Why doesn't AutoregressiveWrapper sum the encoder aux loss? #9

tomweingarten · 2020-07-18T20:49:37Z

Sorry if this is a dumb question, but I couldn't find a good explanation. The auxiliary loss of the decoder is summed with the cross-entropy loss and returned for back-prorogation. The auxiliary loss of the encoder is just thrown away. What's the rationale for that? Thanks!

lucidrains · 2020-07-18T22:53:58Z

@tomweingarten Hi Tom! I cannot believe you spotted this! The reason is because there is an outstanding bug that I couldn't solve. The bug occurs in a specific edge case when reversibility is turned on for the decoder (encoder is fine). For some reason, having auxiliary losses summed up from both encoder / decoder breaks things. Feel free to leave this open until I (or maybe you?) resolve it!
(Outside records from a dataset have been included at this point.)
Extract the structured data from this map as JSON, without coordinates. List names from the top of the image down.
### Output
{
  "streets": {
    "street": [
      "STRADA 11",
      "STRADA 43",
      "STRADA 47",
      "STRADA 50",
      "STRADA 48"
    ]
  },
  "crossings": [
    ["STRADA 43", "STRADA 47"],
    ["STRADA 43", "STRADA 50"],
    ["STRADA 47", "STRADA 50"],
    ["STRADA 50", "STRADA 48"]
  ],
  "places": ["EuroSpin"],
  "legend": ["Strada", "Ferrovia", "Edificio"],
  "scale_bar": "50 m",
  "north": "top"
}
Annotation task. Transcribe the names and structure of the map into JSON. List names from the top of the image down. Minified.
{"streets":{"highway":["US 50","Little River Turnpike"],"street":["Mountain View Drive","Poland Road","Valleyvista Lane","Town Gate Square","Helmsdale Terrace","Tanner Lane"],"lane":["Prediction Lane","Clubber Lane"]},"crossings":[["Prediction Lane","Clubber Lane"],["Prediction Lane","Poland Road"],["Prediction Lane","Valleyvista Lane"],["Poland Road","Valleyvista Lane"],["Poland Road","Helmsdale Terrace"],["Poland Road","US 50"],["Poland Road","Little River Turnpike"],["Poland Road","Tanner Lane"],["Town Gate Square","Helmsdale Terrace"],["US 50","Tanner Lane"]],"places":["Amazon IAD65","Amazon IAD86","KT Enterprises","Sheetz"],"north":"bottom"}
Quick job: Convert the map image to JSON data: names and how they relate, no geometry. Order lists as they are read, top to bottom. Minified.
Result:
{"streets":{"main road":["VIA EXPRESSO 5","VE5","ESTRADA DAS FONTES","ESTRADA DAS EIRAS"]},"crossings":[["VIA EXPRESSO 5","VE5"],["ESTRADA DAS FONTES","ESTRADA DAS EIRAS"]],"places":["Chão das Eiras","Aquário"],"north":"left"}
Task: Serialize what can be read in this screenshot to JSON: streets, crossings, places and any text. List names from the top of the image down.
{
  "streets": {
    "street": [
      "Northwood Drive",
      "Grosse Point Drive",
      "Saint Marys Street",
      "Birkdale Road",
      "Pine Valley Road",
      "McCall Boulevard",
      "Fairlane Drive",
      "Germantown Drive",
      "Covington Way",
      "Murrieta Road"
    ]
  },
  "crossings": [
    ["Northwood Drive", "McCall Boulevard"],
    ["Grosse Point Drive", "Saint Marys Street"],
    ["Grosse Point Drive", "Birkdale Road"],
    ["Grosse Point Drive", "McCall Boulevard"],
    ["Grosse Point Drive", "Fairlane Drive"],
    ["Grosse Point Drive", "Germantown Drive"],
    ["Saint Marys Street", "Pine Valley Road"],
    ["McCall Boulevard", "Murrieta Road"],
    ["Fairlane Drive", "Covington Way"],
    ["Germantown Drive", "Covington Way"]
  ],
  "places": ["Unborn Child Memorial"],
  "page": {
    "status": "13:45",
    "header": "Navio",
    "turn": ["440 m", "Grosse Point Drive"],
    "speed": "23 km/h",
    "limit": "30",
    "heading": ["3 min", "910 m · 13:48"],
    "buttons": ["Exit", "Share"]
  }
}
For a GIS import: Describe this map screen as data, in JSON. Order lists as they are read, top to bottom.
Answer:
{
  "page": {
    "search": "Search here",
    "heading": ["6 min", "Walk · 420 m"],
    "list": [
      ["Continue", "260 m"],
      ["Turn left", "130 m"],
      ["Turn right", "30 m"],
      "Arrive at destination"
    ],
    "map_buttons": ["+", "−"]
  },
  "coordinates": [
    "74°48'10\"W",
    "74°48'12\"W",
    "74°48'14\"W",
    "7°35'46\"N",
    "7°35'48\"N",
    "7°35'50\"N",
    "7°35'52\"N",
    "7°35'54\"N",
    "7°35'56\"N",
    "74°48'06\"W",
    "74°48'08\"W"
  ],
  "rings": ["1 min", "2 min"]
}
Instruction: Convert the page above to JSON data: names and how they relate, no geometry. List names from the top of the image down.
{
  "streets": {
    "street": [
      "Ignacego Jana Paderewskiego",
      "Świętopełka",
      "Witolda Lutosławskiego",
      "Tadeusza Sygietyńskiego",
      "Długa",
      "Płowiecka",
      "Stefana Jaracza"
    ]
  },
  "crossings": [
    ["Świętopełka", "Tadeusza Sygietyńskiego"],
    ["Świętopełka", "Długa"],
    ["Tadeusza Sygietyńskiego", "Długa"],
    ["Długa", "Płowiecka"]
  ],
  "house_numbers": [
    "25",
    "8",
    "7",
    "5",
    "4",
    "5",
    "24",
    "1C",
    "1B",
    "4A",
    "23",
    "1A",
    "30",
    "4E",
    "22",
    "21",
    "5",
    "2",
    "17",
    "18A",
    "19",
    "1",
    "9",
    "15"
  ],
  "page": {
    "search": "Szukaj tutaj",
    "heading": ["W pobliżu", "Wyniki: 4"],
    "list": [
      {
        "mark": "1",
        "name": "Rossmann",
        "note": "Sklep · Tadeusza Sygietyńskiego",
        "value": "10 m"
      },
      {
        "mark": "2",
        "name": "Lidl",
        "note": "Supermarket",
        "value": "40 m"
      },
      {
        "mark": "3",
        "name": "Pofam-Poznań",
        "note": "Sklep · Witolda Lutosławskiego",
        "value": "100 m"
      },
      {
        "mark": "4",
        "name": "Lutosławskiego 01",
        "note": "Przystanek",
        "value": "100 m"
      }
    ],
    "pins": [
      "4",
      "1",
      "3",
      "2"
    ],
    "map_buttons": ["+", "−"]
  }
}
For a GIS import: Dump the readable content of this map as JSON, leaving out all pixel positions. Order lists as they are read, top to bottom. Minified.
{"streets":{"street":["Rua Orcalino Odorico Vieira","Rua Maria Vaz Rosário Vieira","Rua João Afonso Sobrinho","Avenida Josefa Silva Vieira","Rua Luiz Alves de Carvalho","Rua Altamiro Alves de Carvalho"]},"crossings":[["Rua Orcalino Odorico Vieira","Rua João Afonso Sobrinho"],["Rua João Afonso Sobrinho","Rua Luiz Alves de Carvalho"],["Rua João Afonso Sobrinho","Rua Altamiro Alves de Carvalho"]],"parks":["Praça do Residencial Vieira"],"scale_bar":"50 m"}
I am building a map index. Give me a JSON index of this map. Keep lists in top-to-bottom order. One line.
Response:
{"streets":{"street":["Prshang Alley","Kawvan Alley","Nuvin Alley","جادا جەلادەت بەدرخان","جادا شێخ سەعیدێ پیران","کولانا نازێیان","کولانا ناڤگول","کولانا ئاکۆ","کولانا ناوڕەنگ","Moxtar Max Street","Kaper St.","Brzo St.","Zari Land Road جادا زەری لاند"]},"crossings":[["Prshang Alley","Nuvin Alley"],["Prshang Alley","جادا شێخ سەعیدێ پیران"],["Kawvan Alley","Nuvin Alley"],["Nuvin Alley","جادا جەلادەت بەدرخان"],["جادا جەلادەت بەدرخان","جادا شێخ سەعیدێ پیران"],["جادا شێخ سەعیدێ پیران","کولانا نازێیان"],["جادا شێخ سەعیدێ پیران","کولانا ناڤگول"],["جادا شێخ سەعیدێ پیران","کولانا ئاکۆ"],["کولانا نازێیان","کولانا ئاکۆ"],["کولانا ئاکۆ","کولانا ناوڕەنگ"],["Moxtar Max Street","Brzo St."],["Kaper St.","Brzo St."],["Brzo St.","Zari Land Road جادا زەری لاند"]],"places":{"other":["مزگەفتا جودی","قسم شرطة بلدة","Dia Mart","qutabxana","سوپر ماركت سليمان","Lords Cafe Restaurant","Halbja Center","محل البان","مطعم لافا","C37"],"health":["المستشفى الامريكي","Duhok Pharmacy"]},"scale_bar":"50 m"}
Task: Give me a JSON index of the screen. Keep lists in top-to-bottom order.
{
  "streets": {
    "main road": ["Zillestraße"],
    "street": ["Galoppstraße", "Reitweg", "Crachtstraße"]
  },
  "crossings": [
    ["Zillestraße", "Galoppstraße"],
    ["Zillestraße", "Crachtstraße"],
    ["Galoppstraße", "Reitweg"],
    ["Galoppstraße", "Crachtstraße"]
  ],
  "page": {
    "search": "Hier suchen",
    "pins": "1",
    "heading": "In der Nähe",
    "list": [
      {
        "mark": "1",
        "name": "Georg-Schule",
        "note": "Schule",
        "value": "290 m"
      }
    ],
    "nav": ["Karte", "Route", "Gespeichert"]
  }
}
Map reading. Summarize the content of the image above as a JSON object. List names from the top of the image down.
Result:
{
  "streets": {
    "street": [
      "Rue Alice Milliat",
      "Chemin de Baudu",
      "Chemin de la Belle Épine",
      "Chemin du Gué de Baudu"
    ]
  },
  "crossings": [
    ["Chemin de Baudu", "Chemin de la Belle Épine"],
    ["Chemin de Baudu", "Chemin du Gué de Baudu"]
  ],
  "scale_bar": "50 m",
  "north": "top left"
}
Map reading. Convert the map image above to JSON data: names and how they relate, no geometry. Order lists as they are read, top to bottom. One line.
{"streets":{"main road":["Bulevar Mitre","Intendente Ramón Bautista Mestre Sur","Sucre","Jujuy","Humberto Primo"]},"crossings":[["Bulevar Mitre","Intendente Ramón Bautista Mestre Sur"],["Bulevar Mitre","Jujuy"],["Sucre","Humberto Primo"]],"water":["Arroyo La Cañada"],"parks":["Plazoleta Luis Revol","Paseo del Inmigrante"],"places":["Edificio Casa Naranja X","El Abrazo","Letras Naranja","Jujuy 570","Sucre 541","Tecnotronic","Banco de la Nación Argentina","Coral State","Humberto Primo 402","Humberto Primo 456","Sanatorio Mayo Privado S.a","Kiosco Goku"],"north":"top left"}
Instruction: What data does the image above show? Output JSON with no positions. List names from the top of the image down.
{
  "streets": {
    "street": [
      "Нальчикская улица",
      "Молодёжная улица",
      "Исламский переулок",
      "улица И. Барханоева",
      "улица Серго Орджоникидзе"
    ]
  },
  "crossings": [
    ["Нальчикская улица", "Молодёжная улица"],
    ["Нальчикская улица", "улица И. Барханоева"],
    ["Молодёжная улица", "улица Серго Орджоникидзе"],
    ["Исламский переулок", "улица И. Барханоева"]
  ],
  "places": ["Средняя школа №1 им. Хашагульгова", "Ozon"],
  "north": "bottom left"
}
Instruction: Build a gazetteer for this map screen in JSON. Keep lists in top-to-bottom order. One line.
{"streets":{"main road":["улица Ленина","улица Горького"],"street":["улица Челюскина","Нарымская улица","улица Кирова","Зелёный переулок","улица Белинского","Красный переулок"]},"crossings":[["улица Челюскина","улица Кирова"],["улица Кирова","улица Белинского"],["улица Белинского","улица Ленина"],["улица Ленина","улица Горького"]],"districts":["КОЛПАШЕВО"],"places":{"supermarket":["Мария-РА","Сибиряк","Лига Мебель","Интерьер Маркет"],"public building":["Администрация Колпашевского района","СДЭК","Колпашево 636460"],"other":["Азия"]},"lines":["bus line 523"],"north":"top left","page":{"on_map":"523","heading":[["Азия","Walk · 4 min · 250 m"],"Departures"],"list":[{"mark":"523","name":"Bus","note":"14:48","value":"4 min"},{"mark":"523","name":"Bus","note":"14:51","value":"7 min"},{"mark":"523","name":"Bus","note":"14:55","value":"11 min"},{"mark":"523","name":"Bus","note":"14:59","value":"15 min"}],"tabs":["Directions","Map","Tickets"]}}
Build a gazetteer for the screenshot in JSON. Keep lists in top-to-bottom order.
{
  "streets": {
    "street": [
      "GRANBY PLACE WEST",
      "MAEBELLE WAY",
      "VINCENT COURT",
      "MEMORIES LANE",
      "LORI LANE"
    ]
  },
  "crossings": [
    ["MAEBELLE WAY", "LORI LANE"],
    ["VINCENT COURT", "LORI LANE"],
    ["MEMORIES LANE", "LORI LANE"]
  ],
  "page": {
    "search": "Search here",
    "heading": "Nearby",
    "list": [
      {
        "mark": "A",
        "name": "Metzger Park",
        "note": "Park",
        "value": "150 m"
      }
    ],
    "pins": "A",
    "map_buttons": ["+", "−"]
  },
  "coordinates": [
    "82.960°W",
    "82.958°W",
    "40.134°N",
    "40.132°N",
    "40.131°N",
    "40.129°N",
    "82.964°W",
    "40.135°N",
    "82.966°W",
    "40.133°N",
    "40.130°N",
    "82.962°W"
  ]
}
lucidrains · 2020-07-18T22:56:57Z

@tomweingarten Are you using reversibility in your decoder? If not, I could push a new version where both auxiliary losses are summed when decoder is not using reversibility. I still found that the networks converge even without the commitment loss, so I thought I would just omit the encoder commitment loss.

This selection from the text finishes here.